Bringing the snark back to snacking

Bringing the snark back to snacking
Lots of things taste better than being thin feels:
A gooey, cheesy, greasy pizza
A chocolate eclair
Ice cream and gelato
Movie theatre popcorn with extra butter
What's yours?

Monday, August 6, 2012

What works - what doesn't work?

I'm about to finish my second week on the Four-Hour Body's Slow Carb diet. The scale isn't showing much of a change, but my pants are noticeably looser, and I know I'm gaining muscle from strength training 2-3 times a week.

I'm still struggling with the diet -- the same problems I have with any low-carb diet. I get so physically ill eating the same high-protein foods over and over. I'm doing all right in the mornings with my eggs and turkey bacon, but I'm having trouble facing chicken and salads. I feel like I'd really rather throw up than eat the allowed foods.

I've been tracking my foods in MyFitnessPal, mostly so I can make sure I'm getting enough nutrients, proteins and carbs, and I'm generally eating 1200 calories or less. Just because I cannot eat any more.

Why am I keeping this up? I'm giving it a full month, until the end of August, to see how I feel and how my body is doing (btw, my abs? TOTALLY THERE. Ablicious!). I like this diet because I do believe carbs and processed foods are harmful and slow carb forces me to eat real, whole foods. It's also easy: there's a list of foods I'm allowed to eat, and that's it. There's control. That's really the bottom line. If I can't control my diet, then I am out of control and on a binge.

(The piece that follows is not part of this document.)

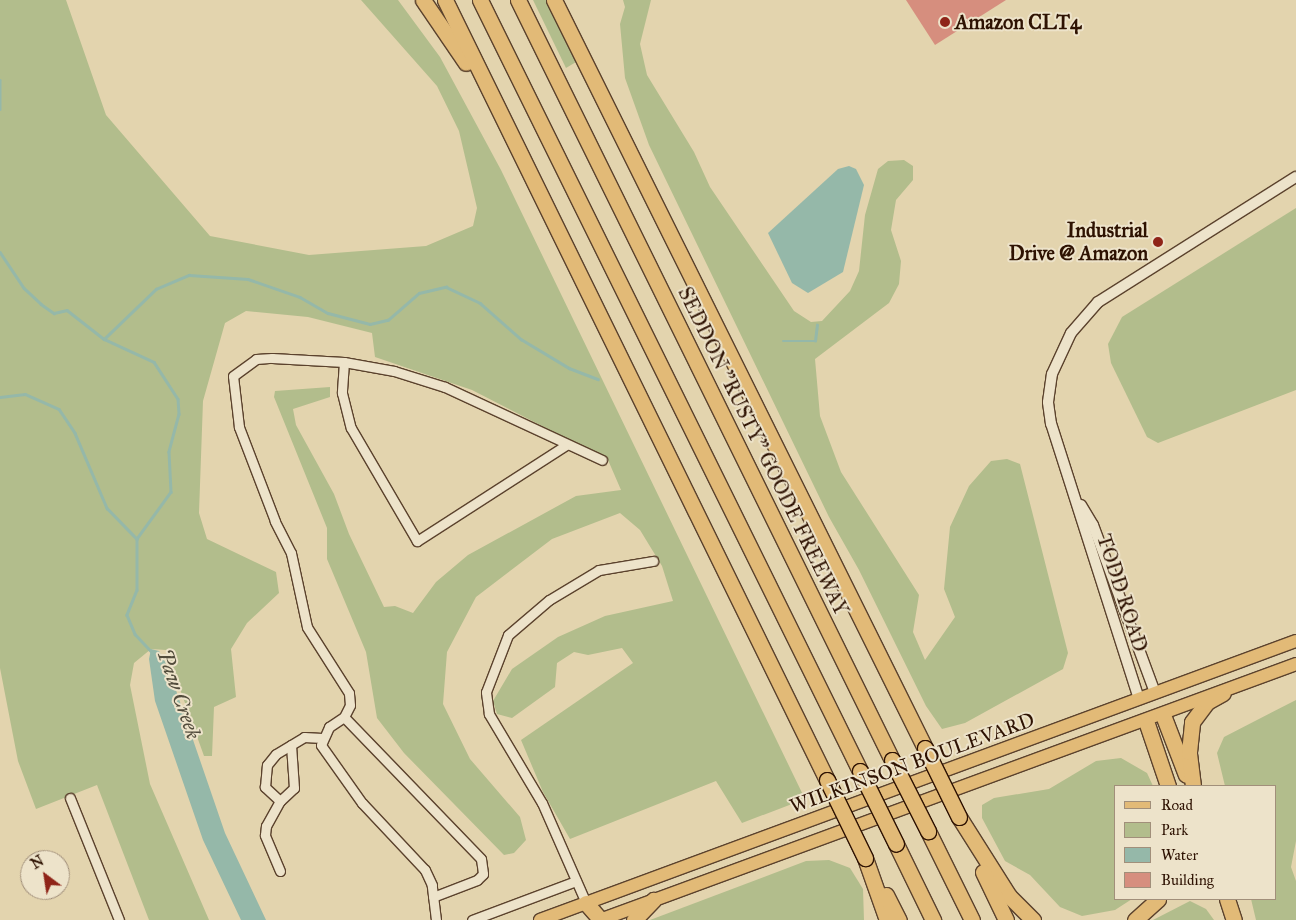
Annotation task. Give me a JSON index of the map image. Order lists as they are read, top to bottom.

I had great success with Weight Watchers from 2006-2009. I tracked my points carefully, often plotting out everything I would eat for the day in the morning before leaving for school or work. The problem with this plan, and the reason I'm hesitant to try it again? I was eating almost exclusively processed foods. It's difficult to count points with recipes (this was before recipe calculators that are popular now), and I don't have a food scale. While frozen foods and packaged snacks tell me exactly how many calories/points they contain. I know even if I was just counting calories with MyFitnessPal, I would still be tempted to fall back on processed foods instead of eating real foods.

It's still healthy even if I can't pronounce over half the ingredients, right?


And so I stick with Slow Carb, at least until August 31. I'm looking forward to seeing my measurements at the end of the month!

What works for you in your way of eating? Do you need to have the control, and how do you include more whole foods in your diet?